Step 4: Verify Cluster Status
After restoration completes, verify that the cluster is operating normally.
# Check node status - all nodes should be Ready
kubectl get nodes
# Check Pod status in all namespaces
kubectl get pods --all-namespaces
# Check system Pod status
kubectl get pods -n kube-system
- Are all nodes in
Readystate? - Are all kube-system Pods in
Runningstate? - Are application Pods running normally?
- Can you access services normally?
Docker Recovery
Restore Docker volumes, images, and containers from backups.
Volume Recovery
Restore volumes containing application data.
Step 1: Select Backup
- Click the Docker backup tab on the [Backup Management] page
- Select the backup containing the volume you want to restore
Step 2: Select Items to Restore
- Volume: Select the volume to restore
- Path: Specify the restore location
.
- Original location: Overwrite the existing volume
- New location: Restore with a different name (preserves existing data)
When restoring volumes in production, it's safer to first restore to a new location to verify the data, then copy to the original location after validation.
Step 3: Execute Restore
- Click the Restore button .
- Monitor the restore progress .
Image Recovery
Restore backed-up Docker images.
Step 1: Select Image Backup
- Select the image backup on the [Backup Management] page
- Select the image tar file to restore
Step 2: Load the Image
KIWI internally executes the following command to restore the image:
# KIWI internal operation
docker load -i image_backup.tar
Restored images retain their original tags from the backup point. If an image with the same tag already exists, it will be overwritten.
Recovery Verification
After recovery, always verify that the system is operating correctly.
Verification Checklist
- Service status: Check Pod/container status. Expected state: Running.
- Data integrity: Verify application data. Expected state: Data exists from backup point.
- Network: Test service access. Expected state: Normal response.
- Logs: Check application logs. Expected state: No errors.
For critical systems, prepare scripts that automatically perform health checks after recovery to reduce verification time.
Troubleshooting
Restore Failure: "snapshot file corrupted"
restore failed: snapshot file corrupted
Why does this happen?
The backup file is corrupted and cannot be used for restoration. A disk error may have occurred during backup creation, or the file was corrupted after storage.
Resolution
- Use a different backup file: Select a valid backup from a different date .
- Verify backup file integrity: Check the checksum in the backup details .
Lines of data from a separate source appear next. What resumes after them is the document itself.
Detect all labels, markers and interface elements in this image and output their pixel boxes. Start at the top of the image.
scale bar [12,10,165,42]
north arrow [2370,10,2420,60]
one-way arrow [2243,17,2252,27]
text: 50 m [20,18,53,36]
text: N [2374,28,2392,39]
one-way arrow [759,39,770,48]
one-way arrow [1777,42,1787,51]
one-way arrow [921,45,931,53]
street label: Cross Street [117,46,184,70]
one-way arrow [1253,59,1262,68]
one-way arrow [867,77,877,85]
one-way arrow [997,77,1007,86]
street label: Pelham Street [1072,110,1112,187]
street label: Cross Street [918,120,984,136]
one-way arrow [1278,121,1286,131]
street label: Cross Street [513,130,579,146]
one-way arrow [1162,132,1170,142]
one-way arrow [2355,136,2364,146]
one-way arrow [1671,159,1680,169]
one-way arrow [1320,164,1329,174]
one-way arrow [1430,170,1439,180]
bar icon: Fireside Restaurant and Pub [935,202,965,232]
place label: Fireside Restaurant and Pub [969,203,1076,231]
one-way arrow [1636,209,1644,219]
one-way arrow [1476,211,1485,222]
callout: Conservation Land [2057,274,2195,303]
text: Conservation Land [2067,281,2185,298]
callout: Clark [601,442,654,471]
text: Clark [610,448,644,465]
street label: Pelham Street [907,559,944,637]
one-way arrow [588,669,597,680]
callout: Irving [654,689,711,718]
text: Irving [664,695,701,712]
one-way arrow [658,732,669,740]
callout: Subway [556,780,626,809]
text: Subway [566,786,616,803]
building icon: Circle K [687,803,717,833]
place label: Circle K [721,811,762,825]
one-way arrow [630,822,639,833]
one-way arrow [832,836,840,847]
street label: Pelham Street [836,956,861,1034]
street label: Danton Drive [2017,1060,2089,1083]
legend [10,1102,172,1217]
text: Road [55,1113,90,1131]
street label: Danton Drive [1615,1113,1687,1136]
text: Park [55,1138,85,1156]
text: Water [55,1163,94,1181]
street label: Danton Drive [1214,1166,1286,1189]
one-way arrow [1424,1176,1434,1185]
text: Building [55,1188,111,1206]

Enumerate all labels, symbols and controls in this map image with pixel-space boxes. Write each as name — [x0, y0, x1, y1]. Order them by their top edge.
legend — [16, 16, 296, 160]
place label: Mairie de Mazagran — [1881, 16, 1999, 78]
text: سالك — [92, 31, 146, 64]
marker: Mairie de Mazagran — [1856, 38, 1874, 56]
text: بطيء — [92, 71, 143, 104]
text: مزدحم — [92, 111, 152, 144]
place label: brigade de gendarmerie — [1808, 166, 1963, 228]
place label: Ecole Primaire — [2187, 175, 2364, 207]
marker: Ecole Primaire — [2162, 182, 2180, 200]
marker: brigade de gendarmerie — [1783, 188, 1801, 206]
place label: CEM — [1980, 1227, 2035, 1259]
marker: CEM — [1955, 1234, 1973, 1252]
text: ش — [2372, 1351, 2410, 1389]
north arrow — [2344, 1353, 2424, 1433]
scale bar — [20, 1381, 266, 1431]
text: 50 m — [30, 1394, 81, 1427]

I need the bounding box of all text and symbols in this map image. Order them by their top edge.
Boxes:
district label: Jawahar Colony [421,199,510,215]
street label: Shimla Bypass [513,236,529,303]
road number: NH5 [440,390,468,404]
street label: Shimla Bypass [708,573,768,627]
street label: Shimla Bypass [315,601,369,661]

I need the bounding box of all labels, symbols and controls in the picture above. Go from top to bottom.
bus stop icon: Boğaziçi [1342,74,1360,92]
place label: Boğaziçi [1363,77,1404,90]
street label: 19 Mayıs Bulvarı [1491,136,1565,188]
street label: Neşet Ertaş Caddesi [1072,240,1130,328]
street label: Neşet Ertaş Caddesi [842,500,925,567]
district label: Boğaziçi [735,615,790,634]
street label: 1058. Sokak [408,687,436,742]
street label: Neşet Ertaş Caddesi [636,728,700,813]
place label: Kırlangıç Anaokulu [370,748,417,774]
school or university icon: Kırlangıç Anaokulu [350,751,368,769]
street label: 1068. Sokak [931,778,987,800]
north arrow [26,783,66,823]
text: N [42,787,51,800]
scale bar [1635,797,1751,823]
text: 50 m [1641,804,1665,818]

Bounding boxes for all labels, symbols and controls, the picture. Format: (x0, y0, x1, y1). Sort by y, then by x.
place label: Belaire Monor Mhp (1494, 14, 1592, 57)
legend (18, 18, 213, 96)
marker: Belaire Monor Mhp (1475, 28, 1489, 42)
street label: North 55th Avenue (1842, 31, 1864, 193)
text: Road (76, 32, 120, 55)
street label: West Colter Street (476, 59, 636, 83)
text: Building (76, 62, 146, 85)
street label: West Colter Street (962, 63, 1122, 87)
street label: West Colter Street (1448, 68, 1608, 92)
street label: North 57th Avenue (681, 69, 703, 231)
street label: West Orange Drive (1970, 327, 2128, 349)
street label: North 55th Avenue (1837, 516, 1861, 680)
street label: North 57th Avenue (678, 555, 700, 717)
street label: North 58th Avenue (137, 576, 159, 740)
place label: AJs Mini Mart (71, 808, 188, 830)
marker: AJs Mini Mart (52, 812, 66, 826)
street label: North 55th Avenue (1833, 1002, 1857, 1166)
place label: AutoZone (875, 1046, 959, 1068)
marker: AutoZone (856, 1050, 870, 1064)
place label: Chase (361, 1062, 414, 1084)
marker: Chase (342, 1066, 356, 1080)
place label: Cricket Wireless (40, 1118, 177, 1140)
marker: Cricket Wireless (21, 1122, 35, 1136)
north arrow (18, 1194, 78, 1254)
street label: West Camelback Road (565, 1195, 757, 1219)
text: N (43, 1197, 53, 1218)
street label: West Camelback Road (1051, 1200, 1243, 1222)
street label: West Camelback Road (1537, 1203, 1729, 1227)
- Check backup copies: If backups were replicated to another location, use that file .
Data Mismatch
This occurs when restored data differs from expectations, or applications produce errors.
Why does this happen?
- Data schema changed between the backup point and current time
- Linked data with external systems not included in the backup is inconsistent .
How to check and resolve
- Verify backup point: Confirm the restored data matches the backup point state .
- Check schema compatibility: Verify the application version is compatible with the data schema
- Sync external systems: Check if databases or other external systems also need restoration .
Restoring only part of a system can cause data inconsistencies. When possible, restore all related components together.